Direction of Arrival (DOA) estimation plays a crucial role in radar perception tasks such as target detection, tracking, and imaging. The automotive industry particularly requires long-distance target detection at high speeds, necessitating real-time performance and super-resolution ability in DOA estimation. While deep learning (DL)-based methods offer unique advantages in this regard, most existing approaches suffer from grid mismatch problems, limiting their accuracy and super-resolution ability. To address this issue, a groundbreaking DL framework has been proposed in a recent publication in Science China Information Sciences.
A Novel DL Framework
The newly proposed DL framework consists of two parts, each contributing to the achievement of high-precision super-resolution DOA estimation results. The first part focuses on multi-label classification, providing initial DOA estimates on a rough grid. The second part deals with regression tasks, estimating the offset between the real DOAs and the grid based on the previous results. Additionally, skip connections are incorporated to preserve high-resolution features of the original data, enhancing the ability to discern adjacent sources. The combined outputs from both parts yield accurate and super-resolved DOA estimations.
A key contribution of the study is the consideration of the grid mismatch problem in DL-based DOA estimation. By modeling the estimation of offset values as a regression task, the proposed framework ensures that estimation is carried out on a continuous domain rather than an on-grid approach. This approach significantly enhances estimation accuracy, as it eliminates the limitations imposed by grid mismatch problems.
The novel DL framework possesses a strong resolution ability for adjacent sources. By using skip connections, high-resolution features of the original data are preserved and incorporated into the estimation process. This enhancement enables the network to effectively distinguish and accurately estimate the DOAs of closely located sources. The improved super-resolution ability of the proposed method surpasses that of traditional DL-based methods.
Evaluations and Results
The effectiveness of the DOA estimation scheme proposed in this article has been extensively evaluated using both simulation and real data. Specifically, a uniform linear array configuration with 12 elements, where the interelement distance equals half the wavelength, was employed for the experimental setup.

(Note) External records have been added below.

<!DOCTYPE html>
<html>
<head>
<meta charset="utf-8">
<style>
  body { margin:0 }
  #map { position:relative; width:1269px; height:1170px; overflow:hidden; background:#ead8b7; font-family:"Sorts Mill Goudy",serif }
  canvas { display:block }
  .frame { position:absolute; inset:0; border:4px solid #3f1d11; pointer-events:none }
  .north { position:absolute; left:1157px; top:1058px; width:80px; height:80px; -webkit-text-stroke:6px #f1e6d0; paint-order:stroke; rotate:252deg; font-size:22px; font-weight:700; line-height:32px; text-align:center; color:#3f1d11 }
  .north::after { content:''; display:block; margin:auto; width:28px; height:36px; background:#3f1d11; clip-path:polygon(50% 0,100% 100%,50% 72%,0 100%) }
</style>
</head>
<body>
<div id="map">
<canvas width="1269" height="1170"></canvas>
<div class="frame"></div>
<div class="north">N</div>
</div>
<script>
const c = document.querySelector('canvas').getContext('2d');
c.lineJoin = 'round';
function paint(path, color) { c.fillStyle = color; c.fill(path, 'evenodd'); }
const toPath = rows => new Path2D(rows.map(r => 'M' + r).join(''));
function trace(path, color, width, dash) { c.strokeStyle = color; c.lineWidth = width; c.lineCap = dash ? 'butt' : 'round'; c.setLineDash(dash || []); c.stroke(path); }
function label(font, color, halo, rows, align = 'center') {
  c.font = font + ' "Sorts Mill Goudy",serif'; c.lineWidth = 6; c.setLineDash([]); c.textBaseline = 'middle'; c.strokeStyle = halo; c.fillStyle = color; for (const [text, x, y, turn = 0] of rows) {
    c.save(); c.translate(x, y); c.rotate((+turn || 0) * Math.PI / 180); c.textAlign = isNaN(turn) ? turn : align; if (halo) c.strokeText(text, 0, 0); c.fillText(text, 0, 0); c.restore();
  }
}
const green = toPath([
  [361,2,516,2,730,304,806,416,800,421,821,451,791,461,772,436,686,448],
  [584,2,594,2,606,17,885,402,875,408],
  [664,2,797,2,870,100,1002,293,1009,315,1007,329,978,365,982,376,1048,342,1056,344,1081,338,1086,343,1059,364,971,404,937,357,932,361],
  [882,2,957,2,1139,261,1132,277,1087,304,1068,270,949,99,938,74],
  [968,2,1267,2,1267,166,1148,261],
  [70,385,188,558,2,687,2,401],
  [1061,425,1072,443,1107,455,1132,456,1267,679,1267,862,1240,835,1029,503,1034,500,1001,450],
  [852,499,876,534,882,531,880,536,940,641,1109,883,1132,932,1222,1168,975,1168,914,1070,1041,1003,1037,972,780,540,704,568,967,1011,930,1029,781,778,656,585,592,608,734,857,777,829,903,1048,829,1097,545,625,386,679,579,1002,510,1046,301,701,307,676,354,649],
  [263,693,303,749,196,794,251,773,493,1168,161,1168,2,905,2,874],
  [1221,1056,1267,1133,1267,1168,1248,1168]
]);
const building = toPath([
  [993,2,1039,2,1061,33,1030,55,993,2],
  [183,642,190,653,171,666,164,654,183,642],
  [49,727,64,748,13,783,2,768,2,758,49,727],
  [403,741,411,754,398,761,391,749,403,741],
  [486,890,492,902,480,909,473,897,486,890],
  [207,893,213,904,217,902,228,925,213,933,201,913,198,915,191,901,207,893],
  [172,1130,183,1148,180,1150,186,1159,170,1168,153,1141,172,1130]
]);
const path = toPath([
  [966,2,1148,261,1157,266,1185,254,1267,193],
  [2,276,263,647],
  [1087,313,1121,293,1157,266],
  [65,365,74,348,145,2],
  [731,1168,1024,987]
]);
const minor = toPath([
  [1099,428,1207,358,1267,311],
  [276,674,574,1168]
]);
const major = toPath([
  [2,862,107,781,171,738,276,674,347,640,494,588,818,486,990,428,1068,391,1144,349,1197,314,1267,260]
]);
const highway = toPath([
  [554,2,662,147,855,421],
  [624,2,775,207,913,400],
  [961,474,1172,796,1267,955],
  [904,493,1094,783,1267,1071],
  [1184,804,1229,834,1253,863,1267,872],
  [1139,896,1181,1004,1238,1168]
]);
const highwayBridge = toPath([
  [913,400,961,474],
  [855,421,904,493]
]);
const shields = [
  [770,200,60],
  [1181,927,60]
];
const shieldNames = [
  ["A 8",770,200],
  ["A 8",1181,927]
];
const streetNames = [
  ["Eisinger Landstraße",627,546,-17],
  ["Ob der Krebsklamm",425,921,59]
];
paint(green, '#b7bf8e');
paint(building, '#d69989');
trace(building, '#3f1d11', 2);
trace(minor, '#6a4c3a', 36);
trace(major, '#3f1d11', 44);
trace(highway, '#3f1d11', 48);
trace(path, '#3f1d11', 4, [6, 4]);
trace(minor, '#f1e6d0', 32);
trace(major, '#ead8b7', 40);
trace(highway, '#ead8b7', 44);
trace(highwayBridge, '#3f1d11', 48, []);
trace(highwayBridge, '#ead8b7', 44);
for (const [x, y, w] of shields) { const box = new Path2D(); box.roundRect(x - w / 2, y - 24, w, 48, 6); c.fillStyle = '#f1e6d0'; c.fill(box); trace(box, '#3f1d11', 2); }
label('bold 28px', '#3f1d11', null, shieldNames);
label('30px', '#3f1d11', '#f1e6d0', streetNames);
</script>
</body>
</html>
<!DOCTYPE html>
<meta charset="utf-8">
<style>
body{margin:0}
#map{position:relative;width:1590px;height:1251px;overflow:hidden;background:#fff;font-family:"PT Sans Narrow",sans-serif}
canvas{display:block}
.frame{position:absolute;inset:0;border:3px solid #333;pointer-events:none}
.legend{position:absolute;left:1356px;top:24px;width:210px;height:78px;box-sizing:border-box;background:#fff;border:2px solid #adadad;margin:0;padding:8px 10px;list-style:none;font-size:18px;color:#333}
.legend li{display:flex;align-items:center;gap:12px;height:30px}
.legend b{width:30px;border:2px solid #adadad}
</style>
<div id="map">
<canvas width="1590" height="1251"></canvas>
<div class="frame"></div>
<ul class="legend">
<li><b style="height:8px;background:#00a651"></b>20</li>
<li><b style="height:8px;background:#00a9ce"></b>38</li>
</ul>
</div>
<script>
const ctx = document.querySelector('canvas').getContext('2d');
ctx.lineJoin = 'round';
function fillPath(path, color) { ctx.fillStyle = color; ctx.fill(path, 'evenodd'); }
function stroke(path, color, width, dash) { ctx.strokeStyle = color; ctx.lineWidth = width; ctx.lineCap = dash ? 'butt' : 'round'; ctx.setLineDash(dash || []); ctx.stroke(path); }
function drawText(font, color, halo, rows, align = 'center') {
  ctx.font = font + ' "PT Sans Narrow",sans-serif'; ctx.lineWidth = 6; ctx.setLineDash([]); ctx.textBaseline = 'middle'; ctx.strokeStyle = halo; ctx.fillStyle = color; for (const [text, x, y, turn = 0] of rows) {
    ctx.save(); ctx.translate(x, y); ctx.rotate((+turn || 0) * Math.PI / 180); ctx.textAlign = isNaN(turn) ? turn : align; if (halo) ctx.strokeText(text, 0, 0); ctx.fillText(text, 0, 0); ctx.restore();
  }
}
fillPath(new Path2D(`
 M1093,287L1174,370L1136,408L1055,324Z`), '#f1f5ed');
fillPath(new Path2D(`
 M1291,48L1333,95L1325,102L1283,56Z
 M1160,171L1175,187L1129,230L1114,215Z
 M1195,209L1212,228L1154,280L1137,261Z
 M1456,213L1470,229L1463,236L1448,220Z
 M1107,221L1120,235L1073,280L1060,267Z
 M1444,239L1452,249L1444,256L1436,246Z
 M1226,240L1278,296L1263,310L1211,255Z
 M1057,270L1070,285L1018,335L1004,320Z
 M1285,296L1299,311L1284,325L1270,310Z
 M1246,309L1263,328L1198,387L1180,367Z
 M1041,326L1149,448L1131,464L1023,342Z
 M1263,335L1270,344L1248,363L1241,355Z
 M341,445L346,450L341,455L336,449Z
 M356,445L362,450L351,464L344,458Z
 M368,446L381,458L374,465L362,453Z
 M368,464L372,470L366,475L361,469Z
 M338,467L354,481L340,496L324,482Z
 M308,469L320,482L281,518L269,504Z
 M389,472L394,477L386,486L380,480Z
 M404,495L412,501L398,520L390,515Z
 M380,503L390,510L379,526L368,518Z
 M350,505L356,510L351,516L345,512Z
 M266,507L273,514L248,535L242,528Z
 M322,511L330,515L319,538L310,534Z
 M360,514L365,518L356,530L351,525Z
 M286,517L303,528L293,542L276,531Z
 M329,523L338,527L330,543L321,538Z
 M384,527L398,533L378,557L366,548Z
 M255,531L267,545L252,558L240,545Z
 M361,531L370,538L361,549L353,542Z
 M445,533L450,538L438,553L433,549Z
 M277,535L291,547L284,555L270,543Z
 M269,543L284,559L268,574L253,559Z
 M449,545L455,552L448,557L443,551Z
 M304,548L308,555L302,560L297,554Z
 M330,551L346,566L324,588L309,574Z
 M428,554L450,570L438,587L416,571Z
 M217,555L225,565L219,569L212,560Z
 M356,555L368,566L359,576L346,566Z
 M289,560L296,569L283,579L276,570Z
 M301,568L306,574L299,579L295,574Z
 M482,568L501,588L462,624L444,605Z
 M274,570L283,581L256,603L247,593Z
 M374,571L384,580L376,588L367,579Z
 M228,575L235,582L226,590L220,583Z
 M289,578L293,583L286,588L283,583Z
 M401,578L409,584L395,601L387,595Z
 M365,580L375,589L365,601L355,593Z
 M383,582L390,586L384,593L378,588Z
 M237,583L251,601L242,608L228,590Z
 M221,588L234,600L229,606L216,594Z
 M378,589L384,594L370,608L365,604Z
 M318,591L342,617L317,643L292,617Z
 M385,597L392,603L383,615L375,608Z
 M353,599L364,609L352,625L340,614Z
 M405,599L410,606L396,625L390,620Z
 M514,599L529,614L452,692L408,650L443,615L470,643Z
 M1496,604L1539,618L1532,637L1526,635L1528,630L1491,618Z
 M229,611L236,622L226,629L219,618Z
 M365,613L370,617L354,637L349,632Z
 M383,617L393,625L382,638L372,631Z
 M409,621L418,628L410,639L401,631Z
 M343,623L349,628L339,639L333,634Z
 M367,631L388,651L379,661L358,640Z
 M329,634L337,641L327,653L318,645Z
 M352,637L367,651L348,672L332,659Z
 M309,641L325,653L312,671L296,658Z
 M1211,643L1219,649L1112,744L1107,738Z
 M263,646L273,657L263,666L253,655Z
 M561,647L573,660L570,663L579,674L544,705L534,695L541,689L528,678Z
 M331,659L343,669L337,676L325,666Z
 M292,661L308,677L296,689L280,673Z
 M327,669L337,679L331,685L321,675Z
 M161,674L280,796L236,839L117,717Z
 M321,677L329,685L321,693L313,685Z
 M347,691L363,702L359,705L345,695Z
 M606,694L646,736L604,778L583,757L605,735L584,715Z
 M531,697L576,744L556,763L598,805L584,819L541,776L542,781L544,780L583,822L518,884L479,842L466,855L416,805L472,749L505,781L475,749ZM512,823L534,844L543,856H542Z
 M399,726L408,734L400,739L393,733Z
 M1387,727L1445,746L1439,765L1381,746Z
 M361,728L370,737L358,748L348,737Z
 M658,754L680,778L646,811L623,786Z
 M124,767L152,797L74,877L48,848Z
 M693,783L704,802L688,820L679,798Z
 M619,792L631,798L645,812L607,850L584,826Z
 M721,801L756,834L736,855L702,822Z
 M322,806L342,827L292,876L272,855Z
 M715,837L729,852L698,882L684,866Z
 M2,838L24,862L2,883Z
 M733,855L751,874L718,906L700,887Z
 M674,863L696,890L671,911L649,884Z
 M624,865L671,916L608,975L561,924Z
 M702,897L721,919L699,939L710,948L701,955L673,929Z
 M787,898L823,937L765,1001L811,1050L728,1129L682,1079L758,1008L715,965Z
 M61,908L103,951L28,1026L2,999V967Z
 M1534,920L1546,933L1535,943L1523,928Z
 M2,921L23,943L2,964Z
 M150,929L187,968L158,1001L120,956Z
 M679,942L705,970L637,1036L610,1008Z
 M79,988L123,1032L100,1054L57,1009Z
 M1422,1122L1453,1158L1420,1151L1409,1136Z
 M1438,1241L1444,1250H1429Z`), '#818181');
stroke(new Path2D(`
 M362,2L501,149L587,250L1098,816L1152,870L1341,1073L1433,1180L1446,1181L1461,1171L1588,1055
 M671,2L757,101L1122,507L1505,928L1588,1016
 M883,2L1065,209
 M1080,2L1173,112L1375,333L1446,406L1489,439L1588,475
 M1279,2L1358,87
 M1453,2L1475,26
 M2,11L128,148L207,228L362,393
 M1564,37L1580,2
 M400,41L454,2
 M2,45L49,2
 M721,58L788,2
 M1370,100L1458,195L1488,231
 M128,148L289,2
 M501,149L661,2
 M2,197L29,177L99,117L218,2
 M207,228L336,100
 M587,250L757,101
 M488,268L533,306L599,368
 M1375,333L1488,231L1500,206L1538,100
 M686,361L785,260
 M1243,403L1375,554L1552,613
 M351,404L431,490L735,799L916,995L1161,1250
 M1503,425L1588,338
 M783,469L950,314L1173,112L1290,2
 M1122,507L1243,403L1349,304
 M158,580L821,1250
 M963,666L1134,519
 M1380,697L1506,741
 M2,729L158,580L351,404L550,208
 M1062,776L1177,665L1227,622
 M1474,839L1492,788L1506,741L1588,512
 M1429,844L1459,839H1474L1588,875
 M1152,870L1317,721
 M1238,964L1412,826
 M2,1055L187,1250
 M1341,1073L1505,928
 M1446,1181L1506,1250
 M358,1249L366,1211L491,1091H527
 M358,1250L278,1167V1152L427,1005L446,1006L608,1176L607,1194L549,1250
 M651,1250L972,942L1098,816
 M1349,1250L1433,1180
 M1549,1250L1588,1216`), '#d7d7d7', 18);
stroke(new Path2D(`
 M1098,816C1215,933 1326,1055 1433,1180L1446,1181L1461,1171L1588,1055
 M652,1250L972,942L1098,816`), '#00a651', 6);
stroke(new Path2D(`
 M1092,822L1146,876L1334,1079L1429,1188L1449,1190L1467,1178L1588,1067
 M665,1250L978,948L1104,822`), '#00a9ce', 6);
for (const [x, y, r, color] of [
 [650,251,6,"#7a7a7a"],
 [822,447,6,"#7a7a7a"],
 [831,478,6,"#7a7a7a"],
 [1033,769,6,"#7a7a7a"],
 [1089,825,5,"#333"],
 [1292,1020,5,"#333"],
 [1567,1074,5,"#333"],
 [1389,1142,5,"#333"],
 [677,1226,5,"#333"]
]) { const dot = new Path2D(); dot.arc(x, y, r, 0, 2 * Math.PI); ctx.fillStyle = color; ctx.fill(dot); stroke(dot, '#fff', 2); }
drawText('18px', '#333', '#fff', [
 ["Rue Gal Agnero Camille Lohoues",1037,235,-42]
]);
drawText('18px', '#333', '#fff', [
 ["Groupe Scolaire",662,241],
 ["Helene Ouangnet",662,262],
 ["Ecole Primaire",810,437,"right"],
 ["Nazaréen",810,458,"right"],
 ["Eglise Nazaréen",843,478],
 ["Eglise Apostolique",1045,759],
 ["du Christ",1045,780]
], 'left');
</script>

The first part of the experiment involved estimating the DOAs of angle pairs with fixed intervals. The proposed method demonstrated stable DOA estimation with minimal errors, showcasing its robustness and accuracy.
The second part of the experiment focused on comparing statistical characteristics among various methods. Through a series of Monte Carlo simulations, the proposed method exhibited superior performance in terms of root mean square error (RMSE), particularly under low signal-to-noise ratios (SNRs), limited snapshots, and small angle intervals. These outcomes signify the excellent adaptability and resolution ability of the proposed DL framework.
In the final part of the experiment, real data was utilized, with a substantial number of samples collected for training purposes. The trained model was then tested using a sample that was not included in the training set. The results showcased the proposed method’s capacity to accurately estimate the DOAs of closely located real targets, outperforming other methods in terms of accuracy and robustness.
The innovation presented in this article—a DL framework for DOA estimation—successfully addresses the grid mismatch problem and achieves high-precision super-resolution results. By combining multi-label classification and regression tasks, along with the preservation of high-resolution features through skip connections, the proposed method outperforms traditional approaches and surpasses other DL-based methods. The experimental evaluations, both on simulation and real data, highlight the robustness, accuracy, and adaptability of the proposed framework. The forward-thinking nature of this research promises significant advancements in DOA estimation for radar perception tasks and opens up new opportunities for applications in various industries.